Modern civilian and military marine vessels employ integrated platform management systems to monitor and control various different operational ship systems such has engine control, navigation and potentially weapon systems. These platform management systems consist of information and operational technology (IT/OT) environments that integrate commercial operating systems, TCP/IP based protocols and supervisory control and data acquisition (SCADA) systems in order to monitor and control marine cyber physical systems. This integration of technologies introduces threat vectors as well as unique operational, safety and potentially environmental impacts for marine vessels. Ships’ crews do not always have security monitoring capabilities and trained security staff who understand the various onboard systems to the extent they could detect a cyber attack. Furthermore, there is a lack of training environments that could be used to educate marine cyber operators. The aim of this research is to build an environment based on effective cyber training techniques to enable the education of marine cyber operators in defensive cyber operations.
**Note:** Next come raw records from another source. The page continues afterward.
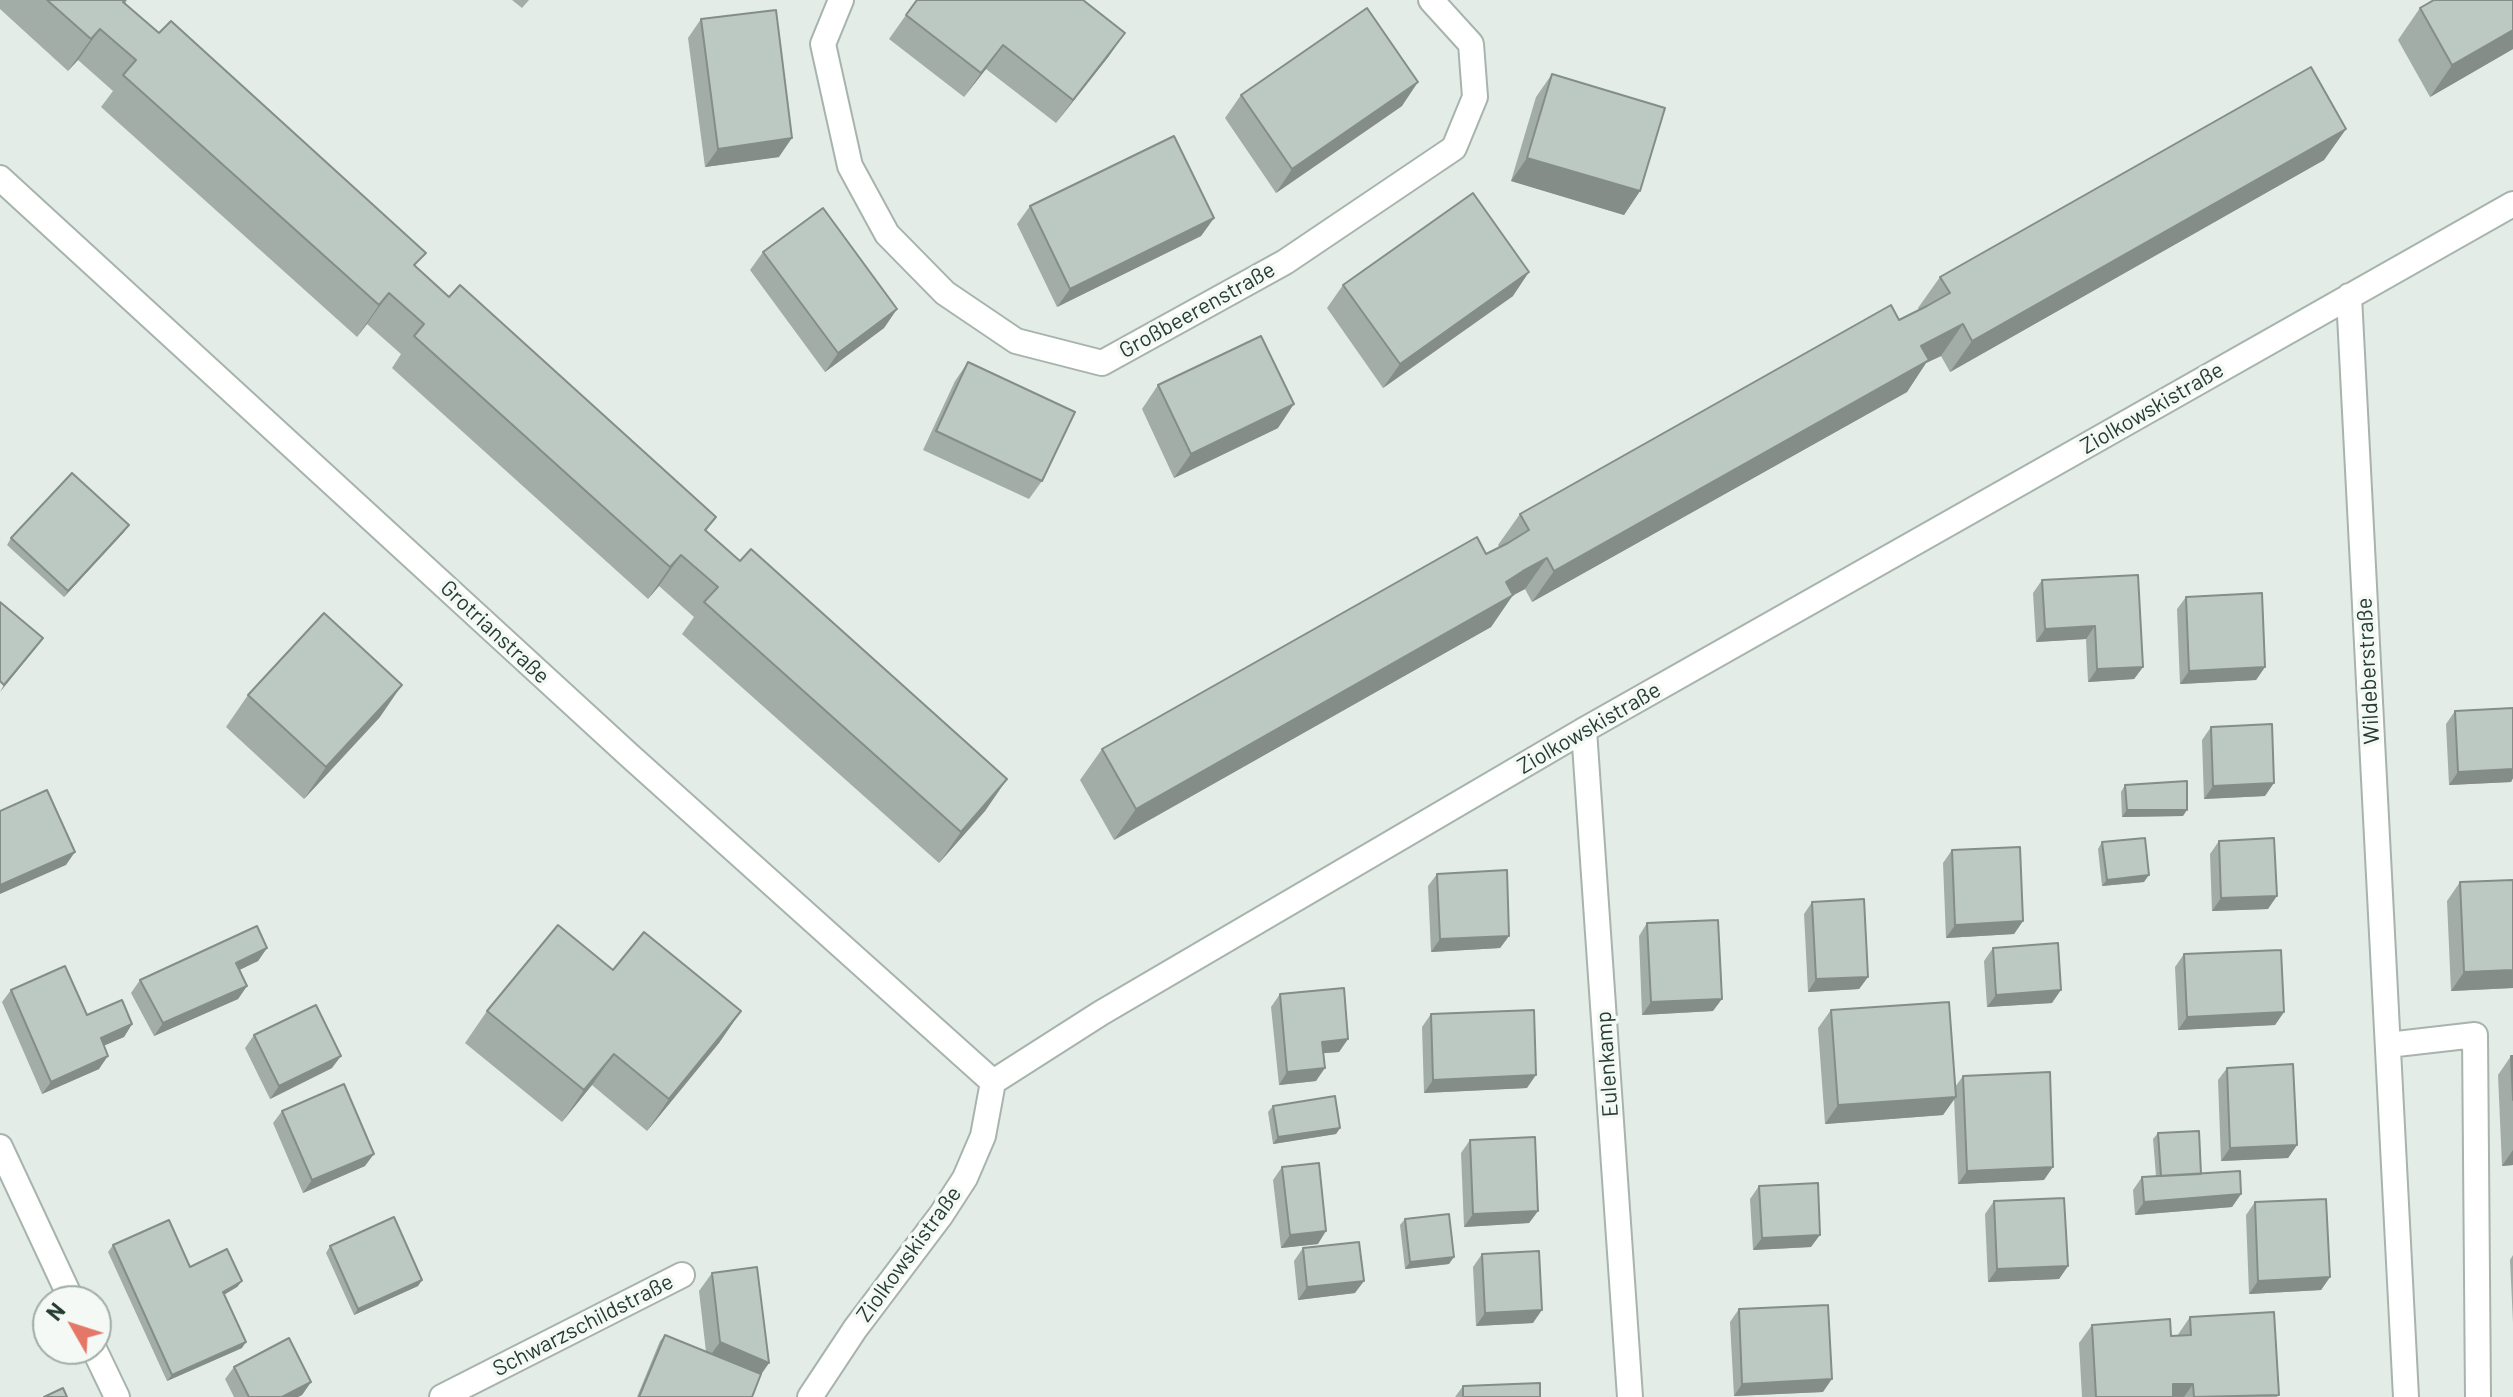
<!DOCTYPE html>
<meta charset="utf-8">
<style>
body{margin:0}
#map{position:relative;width:2513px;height:1397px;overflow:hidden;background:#e4ece7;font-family:Barlow,sans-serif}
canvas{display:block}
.north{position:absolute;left:32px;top:1285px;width:80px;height:80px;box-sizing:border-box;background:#f4f9f6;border:2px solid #a1ada8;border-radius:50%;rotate:309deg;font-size:22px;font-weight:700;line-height:32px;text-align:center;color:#253c32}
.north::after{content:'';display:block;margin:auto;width:28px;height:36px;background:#e57769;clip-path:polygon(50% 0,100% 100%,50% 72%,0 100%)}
</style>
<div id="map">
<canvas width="2513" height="1397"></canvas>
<div class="north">N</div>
</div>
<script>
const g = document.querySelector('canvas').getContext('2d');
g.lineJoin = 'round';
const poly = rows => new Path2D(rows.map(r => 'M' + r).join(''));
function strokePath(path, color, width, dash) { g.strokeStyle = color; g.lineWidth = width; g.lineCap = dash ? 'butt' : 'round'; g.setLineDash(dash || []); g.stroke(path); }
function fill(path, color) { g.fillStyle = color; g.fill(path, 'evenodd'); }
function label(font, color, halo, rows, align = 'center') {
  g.font = font + ' Barlow,sans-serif'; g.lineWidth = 7; g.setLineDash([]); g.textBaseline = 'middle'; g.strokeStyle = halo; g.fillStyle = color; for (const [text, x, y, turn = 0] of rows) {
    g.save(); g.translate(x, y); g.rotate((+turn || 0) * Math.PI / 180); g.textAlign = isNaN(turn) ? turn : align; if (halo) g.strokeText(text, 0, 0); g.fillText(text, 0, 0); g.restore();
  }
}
const minor = poly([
 [841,0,823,44,850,166,887,234,945,293,1016,341,1102,363,1285,262,1454,148,1475,97,1471,44,1431,0],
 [0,178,630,756,993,1082],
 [2349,296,2406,1397],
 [1584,730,1630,1397],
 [2388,1045,2475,1035,2478,1397],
 [0,1147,72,1301],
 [94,1349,117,1397],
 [442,1397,682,1275],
 [810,1397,855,1329,941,1215,965,1178,983,1136,993,1082,1101,1013,1584,730,2513,204]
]);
const wall = poly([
 [0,0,127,0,125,4,449,297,716,517,706,531,740,561,1007,779,985,811,939,863,682,634,694,617,659,586,648,599,392,368,401,354,367,324,357,337,101,107,113,91,78,60,68,71,0,9],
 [512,0,529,0,522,8],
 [2513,0,2513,49,2430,97,2398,40,2420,8],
 [906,15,1109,56,1056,123,986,69,964,97,889,39],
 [701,19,779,157,705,167,688,38],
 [1552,74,1640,191,1624,215,1511,181,1536,97],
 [1241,95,1402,106,1276,193,1225,118],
 [2346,129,2324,160,1950,372,1941,356,1926,363,1907,392,1532,602,1525,589,1513,595,1491,627,1114,840,1080,780,1102,749,1499,547,1498,545,1520,514,1919,310,1918,308,1940,277],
 [1030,206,1214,218,1201,236,1057,307,1017,224],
 [763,252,897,309,884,328,825,372,750,270],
 [1343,285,1513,296,1383,388,1327,308],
 [968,362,1042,481,1029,499,923,450,955,381],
 [1158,385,1278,428,1174,478,1142,409],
 [124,532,64,597,7,545,11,538],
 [2042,580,2143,667,2134,679,2088,682,2086,639,2036,642,2033,593],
 [2186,597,2265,667,2256,680,2180,684,2177,609],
 [248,695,380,717,304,799,226,727],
 [2513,708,2513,778,2511,782,2449,785,2446,724,2455,711],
 [2211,727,2265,796,2204,799,2202,740],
 [2125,785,2183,816,2122,817,2121,792],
 [2219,841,2268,909,2212,911,2210,854],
 [2102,842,2144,882,2102,886,2098,849],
 [1952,850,2023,921,2014,934,1946,938,1943,863],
 [1437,874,1509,936,1500,948,1431,952,1428,886],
 [2460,882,2513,988,2451,991,2447,901],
 [1812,902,1868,977,1859,989,1808,992,1804,914],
 [1647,923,1713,1011,1642,1015,1639,936],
 [267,948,258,961,239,970,247,986,238,999,154,1036,131,993,140,980],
 [1993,948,2052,1003,1987,1007,1984,961],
 [2184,954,2284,1012,2275,1025,2178,1030,2175,967],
 [613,970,741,1011,719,1043,647,1131,592,1085,562,1122,465,1043,487,1011],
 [11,990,87,1015,132,1024,124,1037,104,1045,99,1069,42,1094,2,1002],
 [1280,994,1348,1039,1339,1052,1323,1053,1316,1081,1279,1085,1271,1007],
 [1831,1010,1955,1087,1963,1076,2044,1180,1958,1184,1954,1098,1943,1115,1825,1124,1818,1028],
 [1431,1014,1527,1088,1424,1093,1422,1027],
 [254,1035,332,1068,270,1099,245,1048],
 [2511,1056,2513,1056,2513,1165,2502,1166,2498,1075],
 [2227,1068,2297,1145,2288,1158,2221,1161,2218,1080],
 [1273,1106,1340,1128,1336,1134,1273,1144,1268,1112],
 [282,1111,365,1166,303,1193,273,1123],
 [2158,1133,2201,1174,2241,1194,2232,1207,2135,1215,2133,1190,2142,1177,2156,1176,2153,1139],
 [1470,1140,1538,1211,1529,1223,1464,1227,1461,1153],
 [1282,1167,1318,1244,1281,1248,1273,1180],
 [1759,1186,1811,1247,1753,1250,1750,1199],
 [1994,1201,2068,1266,2059,1279,1988,1282,1985,1214],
 [2255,1202,2330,1277,2321,1290,2249,1294,2246,1215],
 [1405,1219,1449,1264,1405,1269,1400,1225],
 [113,1245,242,1281,237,1287,224,1295,242,1348,167,1381,108,1252],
 [330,1246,422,1280,418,1286,354,1315,326,1253],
 [1303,1248,1355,1293,1298,1300,1294,1261],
 [1482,1254,1533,1323,1476,1326,1473,1267],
 [2513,1255,2513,1323,2510,1260],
 [712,1273,769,1363,761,1375,752,1397,637,1397,660,1341,665,1335,706,1352,699,1291],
 [1739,1309,1823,1392,1734,1396,1730,1322],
 [2190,1317,2278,1397,2082,1397,2079,1343,2092,1325,2171,1336,2177,1336],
 [234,1367,311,1382,302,1395,298,1397,234,1397,225,1379],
 [1463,1386,1540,1397,1455,1397]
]);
const shadedWall = poly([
 [100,29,78,60,68,71,91,39],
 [2513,30,2513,49,2430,97,2452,65],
 [1125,33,1109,56,1056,123,1073,100],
 [1003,45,986,69,964,97,981,73],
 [1418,82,1402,106,1276,193,1292,169],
 [2346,129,2324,160,1950,372,1972,341],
 [792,138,779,157,705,167,718,149],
 [1527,158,1640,191,1624,215,1511,181],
 [1214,218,1201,236,1057,307,1070,289],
 [1529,272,1513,296,1383,388,1400,364],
 [389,293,367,324,357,337,379,305],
 [897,309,884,328,825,372,838,353],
 [1963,324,1941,356,1926,363,1907,392,1532,602,1554,571,1921,346],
 [1294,404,1278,428,1174,478,1191,454],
 [129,525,124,532,64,597,68,591],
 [681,555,659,586,648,599,670,567],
 [1547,558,1525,589,1501,602,1513,595,1491,627,1114,840,1136,809,1523,571],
 [2095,626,2086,639,2036,642,2045,629],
 [43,638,34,650,0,692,4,685],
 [2143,667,2134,679,2088,682,2097,669],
 [2265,667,2256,680,2180,684,2189,671],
 [402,685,380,717,304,799,326,767],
 [2513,769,2513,778,2511,782,2449,785,2458,772],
 [1007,779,985,811,939,863,961,832],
 [2274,783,2265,796,2204,799,2213,786],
 [2127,810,2187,810,2183,816,2122,817],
 [75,852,66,865,0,894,0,885],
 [2149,875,2144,882,2102,886,2107,880],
 [2277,896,2268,909,2212,911,2221,898],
 [2023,921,2014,934,1946,938,1955,925],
 [1509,936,1500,948,1431,952,1440,939],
 [267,948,258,961,227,976,236,963],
 [2513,970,2513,988,2451,991,2464,972],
 [1868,977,1859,989,1808,992,1816,979],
 [247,986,238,999,154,1036,163,1023],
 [2061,990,2052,1003,1987,1007,1996,995],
 [1722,999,1713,1011,1642,1015,1651,1002],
 [741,1011,719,1043,647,1131,669,1099],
 [2284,1012,2275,1025,2178,1030,2187,1017],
 [132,1024,124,1037,92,1051,101,1038],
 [1348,1039,1339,1052,1313,1054,1322,1042],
 [614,1054,592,1085,562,1122,584,1090],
 [108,1056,99,1069,42,1094,51,1082],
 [341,1056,332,1068,270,1099,279,1086],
 [1325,1068,1316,1081,1279,1085,1287,1072],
 [1536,1075,1527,1088,1424,1093,1433,1080],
 [1956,1097,1943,1115,1825,1124,1838,1105],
 [1340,1128,1336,1134,1273,1144,1278,1137],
 [2297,1145,2288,1158,2221,1161,2230,1148],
 [2513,1150,2513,1165,2502,1166],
 [374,1154,365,1166,303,1193,312,1180],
 [2053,1167,2044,1180,1958,1184,1967,1171],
 [2241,1194,2232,1207,2135,1215,2144,1202],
 [1538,1211,1529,1223,1464,1227,1473,1214],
 [1326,1231,1318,1244,1281,1248,1290,1235],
 [1820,1235,1811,1247,1753,1250,1762,1238],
 [1454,1257,1449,1264,1405,1269,1410,1262],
 [2068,1266,2059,1279,1988,1282,1997,1269],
 [2330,1277,2321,1290,2249,1294,2258,1281],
 [422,1280,418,1286,354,1315,358,1309],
 [242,1281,237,1287,218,1298,223,1292],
 [1364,1281,1355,1293,1298,1300,1307,1287],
 [1542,1310,1533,1323,1476,1326,1485,1313],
 [246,1342,242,1348,167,1381,172,1375],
 [720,1342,769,1363,756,1381,707,1360],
 [1832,1379,1823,1392,1734,1396,1742,1384],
 [311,1382,302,1395,298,1397,282,1397],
 [2173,1384,2193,1384,2184,1397,2164,1397]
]);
const building = poly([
 [47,0,125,0,123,2,159,33,171,21,426,253,414,265,449,297,460,285,716,517,705,530,740,561,751,549,1007,779,961,832,704,602,718,587,681,555,670,567,414,336,424,324,389,293,379,305,123,75,136,60,100,29,91,39,47,0],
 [917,0,1083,0,1125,33,1073,100,1003,45,981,73,906,15,917,0],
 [2434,0,2513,0,2513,30,2452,65,2420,8,2434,0],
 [1367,8,1418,82,1292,169,1241,95,1367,8],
 [776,10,792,138,718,149,701,19,776,10],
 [2311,67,2346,129,1972,341,1963,324,1921,346,1929,360,1554,571,1547,558,1523,571,1506,582,1513,595,1136,809,1102,749,1477,537,1486,554,1508,543,1529,530,1520,514,1891,305,1899,320,1927,306,1950,293,1940,277,2311,67],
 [1552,74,1665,108,1640,191,1527,158,1552,74],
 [1174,136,1214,218,1070,289,1030,206,1174,136],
 [1473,193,1529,272,1400,364,1343,285,1473,193],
 [823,208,897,309,838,353,763,252,823,208],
 [1261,336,1294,404,1191,454,1158,385,1261,336],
 [968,362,1075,412,1042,481,936,431,968,362],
 [72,473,129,525,68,591,11,538,72,473],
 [2138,575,2143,667,2097,669,2095,626,2045,629,2042,580,2138,575],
 [2262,593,2265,667,2189,671,2186,597,2262,593],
 [0,602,43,638,4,685,0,681,0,602],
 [324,613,402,685,326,767,248,695,324,613],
 [2513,708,2513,769,2458,772,2455,711,2513,708],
 [2272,724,2274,783,2213,786,2211,727,2272,724],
 [2187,781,2187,810,2127,810,2125,785,2187,781],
 [47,790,75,852,0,885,0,811,47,790],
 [2145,838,2149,875,2107,880,2102,842,2145,838],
 [2274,838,2277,896,2221,898,2219,841,2274,838],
 [2020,847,2023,921,1955,925,1952,850,2020,847],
 [1507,870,1509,936,1440,939,1437,874,1507,870],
 [2513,880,2513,970,2464,972,2460,882,2513,880],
 [1864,899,1868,977,1816,979,1812,902,1864,899],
 [1718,920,1722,999,1651,1002,1647,923,1718,920],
 [558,925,613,970,644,932,741,1011,669,1099,614,1054,584,1090,487,1011,558,925],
 [257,926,267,948,236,963,247,986,163,1023,140,980,257,926],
 [2058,943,2061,990,1996,995,1993,948,2058,943],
 [2281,950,2284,1012,2187,1017,2184,954,2281,950],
 [65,966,87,1015,122,1000,132,1024,101,1038,108,1056,51,1082,11,990,65,966],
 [1344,988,1348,1039,1322,1042,1325,1068,1287,1072,1280,994,1344,988],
 [1949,1002,1956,1097,1838,1105,1831,1010,1949,1002],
 [316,1005,341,1056,279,1086,254,1035,316,1005],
 [1534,1010,1536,1075,1433,1080,1431,1014,1534,1010],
 [2511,1056,2513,1056,2513,1100,2511,1056],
 [2293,1064,2297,1145,2230,1148,2227,1068,2293,1064],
 [2050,1072,2053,1167,1967,1171,1963,1076,2050,1072],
 [344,1084,374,1154,312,1180,282,1111,344,1084],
 [1335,1096,1340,1128,1278,1137,1273,1106,1335,1096],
 [2199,1131,2201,1174,2161,1176,2158,1133,2199,1131],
 [1535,1137,1538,1211,1473,1214,1470,1140,1535,1137],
 [1319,1163,1326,1231,1290,1235,1282,1167,1319,1163],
 [2240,1171,2241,1194,2144,1202,2142,1177,2240,1171],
 [1818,1183,1820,1235,1762,1238,1759,1186,1818,1183],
 [2064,1198,2068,1266,1997,1269,1994,1201,2064,1198],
 [2326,1199,2330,1277,2258,1281,2255,1202,2326,1199],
 [1449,1214,1454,1257,1410,1262,1405,1219,1449,1214],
 [394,1217,422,1280,358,1309,330,1246,394,1217],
 [169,1220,190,1267,227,1249,242,1281,223,1292,246,1342,172,1375,113,1245,169,1220],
 [1359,1242,1364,1281,1307,1287,1303,1248,1359,1242],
 [1539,1251,1542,1310,1485,1313,1482,1254,1539,1251],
 [757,1267,769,1363,720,1342,712,1273,757,1267],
 [1828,1305,1832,1379,1742,1384,1739,1309,1828,1305],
 [2274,1312,2279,1395,2194,1397,2193,1384,2173,1384,2173,1397,2096,1397,2092,1325,2170,1319,2171,1336,2191,1335,2190,1317,2274,1312],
 [665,1335,761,1374,752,1397,639,1397,665,1335],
 [289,1338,311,1382,282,1397,249,1397,234,1367,289,1338],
 [1540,1383,1540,1397,1463,1397,1463,1386,1540,1383],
 [63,1388,67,1397,44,1397,63,1388]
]);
const streetNames = [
 ["Großbeerenstraße",1197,310,-29],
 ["Ziolkowskistraße",2152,408,-30],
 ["Grotrianstraße",495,632,43],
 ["Wildeberstraße",2368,671,-93],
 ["Ziolkowskistraße",1589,728,-30],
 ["Eulenkamp",1607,1064,-94],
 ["Ziolkowskistraße",909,1254,-54],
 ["Schwarzschildstraße",583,1325,-27]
];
strokePath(minor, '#a7b4ad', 28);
strokePath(minor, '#fff', 24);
fill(wall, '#a2ada8');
fill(shadedWall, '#848d88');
fill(building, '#bcc9c3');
strokePath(building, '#848d88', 2);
label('22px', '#253c32', '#f4f9f6', streetNames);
</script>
The environment in this context is a defensive cyber security trainer that enables students to analyse network traffic in order to detect attacks against any ship systems, including cyber physical systems. Effective training techniques refers to the pedagogical recommendations for successful cyber education and effective gamified design. Educating marine cyber operators how to detect attacks on marine IT/OT environments within an integrated platform management system will enable better protection from cyber attack against marine vessels. To accomplish this aim, defensive cyber trainer was developed that consisted of three key components. The first was a Capture the Flag (CTF) framework. The second was a server that included the emulation and simulation of key ship integrated platform management system components within a virtualized environment. Third, were open source and customized plugins used to analyse traffic in our virtualized ship and the inclusion of three different kill chains based on real attacker tactics, techniques and procedures (TTPs). This defensive cyber trainer was validated against research methodologies for effective gamified environment design.